Berlin-Mitte. Nun ist die Gruselshow perfekt. Nicht nur ein Stück original Berlin Wall wird Pink Floyd für ihr Berliner Wall-Konzert zur Verfügung gestellt. Das Publikum darf auf SS-Bunkern im Untergrund zwischen Pariser und Leipziger Platz tanzen. Bei der vorbereitenden Munitionsbergung allzu authentisch sollte das Gruseln denn doch nicht sein wurde in einem SS-Bunker das Wandgemälde eines Nazizeichners entdeckt.

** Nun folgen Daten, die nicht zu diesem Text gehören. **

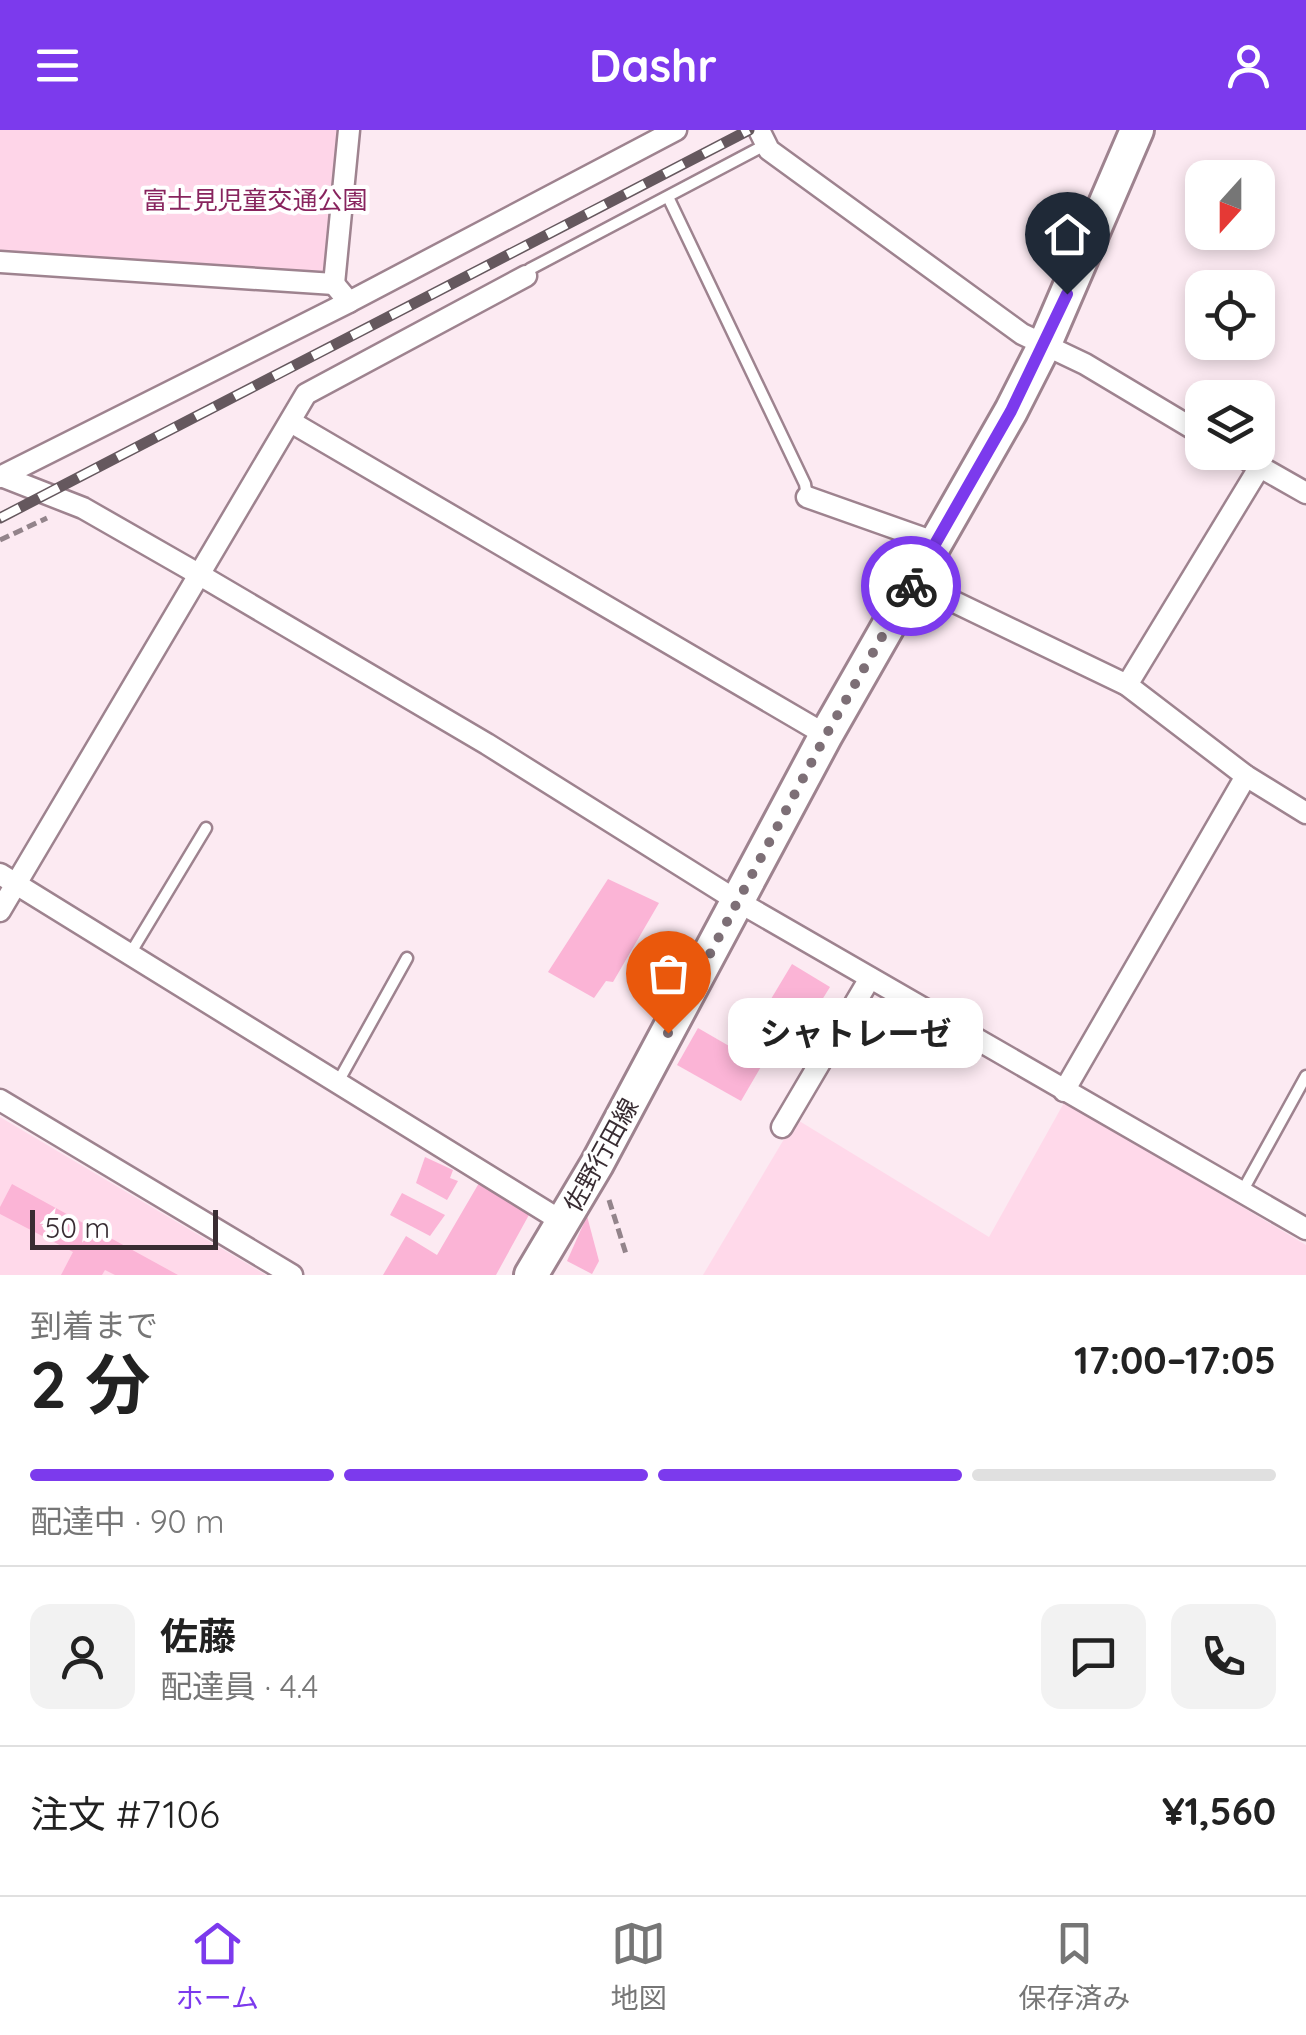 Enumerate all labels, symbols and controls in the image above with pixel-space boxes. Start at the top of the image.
text: Dashr [589,37,717,93]
icon: menu [30,38,85,93]
icon: person [1221,38,1276,93]
north arrow [1185,160,1275,250]
map controls [1185,160,1275,470]
park label: 富士見児童交通公園 [142,184,368,215]
pin [1025,192,1110,295]
icon: home [1040,207,1095,262]
button: locate [1185,270,1275,360]
button: layers [1185,380,1275,470]
courier [861,536,961,636]
icon: bike [884,559,939,614]
pin [626,931,711,1034]
icon: bag [641,946,696,1001]
callout: シャトレーゼ [728,998,983,1068]
text: シャトレーゼ [759,1013,952,1053]
street label: 佐野行田線 [557,1093,644,1217]
scale bar [30,1205,218,1250]
text: 50 m [45,1210,110,1245]
text: 到着まで [30,1305,158,1345]
text: 17:00–17:05 [1074,1336,1276,1384]
text: 2 分 [30,1343,150,1424]
text: 配達中 · 90 m [30,1501,225,1541]
button: person [30,1604,135,1709]
button: chat [1041,1604,1146,1709]
button: phone [1171,1604,1276,1709]
text: 佐藤 [160,1612,236,1660]
text: 配達員 · 4.4 [160,1666,318,1706]
text: ¥1,560 [1162,1787,1276,1835]
text: 注文 #7106 [30,1790,220,1838]
tab: ホーム [176,1916,259,2016]
tab: 地図 [611,1916,667,2016]
tab: 保存済み [1018,1916,1130,2016]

In lichten Farben werden die glorreichen Helden der „Leibstandarte Adolf Hitler“ dargestellt, die eine deutsche Mutter mit deutschen Kindern beschützen, im Hintergrund deutsche Landschaft, ein idyllisches Bauernhaus, Felder und eine Reihe Flachs angedeutet. Über allem schweben die Flügel kreuzenden Reichsadler. Die Wenigen, die sich das Werk jetzt ansehen konnten, mußten bis über die Knöchel in Schlamm und Wasser waten, standen zwischen den Überresten des Endkampfes um Berlin - verrotteteten Gasmasken, Uniformresten, Holzbänken, rostzerfressenen Fahrzeugresten, einem vergessenen Holzbein und massenhaft leeren Flaschen.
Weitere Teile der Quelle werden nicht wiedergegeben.